The District will take all reasonable and legally required steps to safeguard protected health information (PHI).  To maintain the confidentiality of health data, the District will follow the Minimum Necessary Information principle, which minimizes the amount of protected health information used and disclosed and the number of persons who have access to this information.

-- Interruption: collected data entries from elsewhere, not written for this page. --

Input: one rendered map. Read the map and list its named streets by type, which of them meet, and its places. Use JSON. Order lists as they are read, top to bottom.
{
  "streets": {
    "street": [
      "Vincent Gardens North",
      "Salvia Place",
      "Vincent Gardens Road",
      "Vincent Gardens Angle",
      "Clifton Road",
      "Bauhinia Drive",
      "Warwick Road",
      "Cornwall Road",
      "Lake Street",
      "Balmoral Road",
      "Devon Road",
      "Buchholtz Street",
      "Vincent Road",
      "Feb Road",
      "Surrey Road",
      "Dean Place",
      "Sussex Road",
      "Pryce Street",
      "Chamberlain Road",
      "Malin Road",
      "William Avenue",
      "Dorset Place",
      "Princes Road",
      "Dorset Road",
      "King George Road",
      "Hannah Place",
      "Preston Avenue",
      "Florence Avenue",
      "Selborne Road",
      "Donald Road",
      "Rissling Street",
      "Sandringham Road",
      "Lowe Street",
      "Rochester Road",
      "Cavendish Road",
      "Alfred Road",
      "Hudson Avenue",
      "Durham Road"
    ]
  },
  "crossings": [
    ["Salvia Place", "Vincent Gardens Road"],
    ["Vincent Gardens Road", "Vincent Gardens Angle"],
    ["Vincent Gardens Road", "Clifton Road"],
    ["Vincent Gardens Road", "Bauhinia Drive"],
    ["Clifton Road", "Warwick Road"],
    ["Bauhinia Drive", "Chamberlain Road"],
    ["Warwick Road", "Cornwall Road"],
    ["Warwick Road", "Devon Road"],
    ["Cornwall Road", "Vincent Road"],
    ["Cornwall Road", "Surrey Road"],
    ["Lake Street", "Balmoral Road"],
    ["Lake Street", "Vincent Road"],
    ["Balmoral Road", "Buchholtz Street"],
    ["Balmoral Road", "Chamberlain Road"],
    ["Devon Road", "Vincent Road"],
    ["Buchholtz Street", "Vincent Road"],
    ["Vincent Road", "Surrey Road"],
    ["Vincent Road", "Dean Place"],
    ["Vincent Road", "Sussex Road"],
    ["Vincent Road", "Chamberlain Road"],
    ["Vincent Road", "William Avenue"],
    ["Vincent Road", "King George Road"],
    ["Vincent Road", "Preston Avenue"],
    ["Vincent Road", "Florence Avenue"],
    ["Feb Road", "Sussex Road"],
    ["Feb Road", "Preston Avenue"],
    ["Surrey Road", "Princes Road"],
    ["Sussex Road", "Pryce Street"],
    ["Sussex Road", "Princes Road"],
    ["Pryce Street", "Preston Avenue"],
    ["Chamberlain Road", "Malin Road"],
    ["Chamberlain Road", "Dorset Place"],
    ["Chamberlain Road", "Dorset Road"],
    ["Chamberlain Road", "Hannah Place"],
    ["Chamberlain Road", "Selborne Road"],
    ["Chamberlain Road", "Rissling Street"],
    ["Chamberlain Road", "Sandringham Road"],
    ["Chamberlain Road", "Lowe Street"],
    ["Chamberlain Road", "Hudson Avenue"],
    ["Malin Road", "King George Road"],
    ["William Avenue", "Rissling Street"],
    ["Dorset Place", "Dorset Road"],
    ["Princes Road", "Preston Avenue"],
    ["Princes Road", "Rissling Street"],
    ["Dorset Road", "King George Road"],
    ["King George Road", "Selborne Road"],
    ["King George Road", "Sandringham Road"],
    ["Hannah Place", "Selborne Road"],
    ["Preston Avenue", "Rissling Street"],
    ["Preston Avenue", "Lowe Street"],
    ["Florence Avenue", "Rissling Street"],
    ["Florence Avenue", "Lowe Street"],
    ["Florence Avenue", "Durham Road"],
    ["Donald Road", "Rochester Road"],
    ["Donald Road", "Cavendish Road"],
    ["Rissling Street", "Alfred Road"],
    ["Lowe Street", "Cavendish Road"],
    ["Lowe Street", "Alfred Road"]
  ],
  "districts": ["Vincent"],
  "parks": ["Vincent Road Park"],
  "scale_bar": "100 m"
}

To that end, the Privacy Officer will develop and enforce rules and regulations to ensure that PHI is handled in accordance with law and policy and that the following expectations are met:

• Employees may only access current and/or archived, paper and/or electronic member records for which they have a legitimate, assigned business need; the employees authorized to access such information will be limited to the greatest extent possible.
• Employees may not discuss and/or share any PHI with any unauthorized person.
• Current and/or archived, paper and/or electronic employee PHI is reasonably safeguarded from unauthorized view, including by unauthorized employees.
• Current and/or archived, paper and/or electronic employee PHI is maintained separately from all employee records and not commingled with employment records of any kind.
• When disposal of current and/or archived, paper and/or electronic employee PHI is warranted, reasonable safeguards must be taken to prevent unauthorized view of said PHI, including by unauthorized employees.
• No health information obtained by and in relation to the health plan will be used in any employment-related decision.
• With respect to requests for PHI from the District’s associates, including but not limited to insurance companies and third-party administrators, limit the use and/or disclosure of and/or requests for protected health information to the minimum necessary to accomplish the intended purpose.
• Train all employees on how to protect their own health information.
• Train employees with access to PHI of others on data privacy laws, policies, and district expectations.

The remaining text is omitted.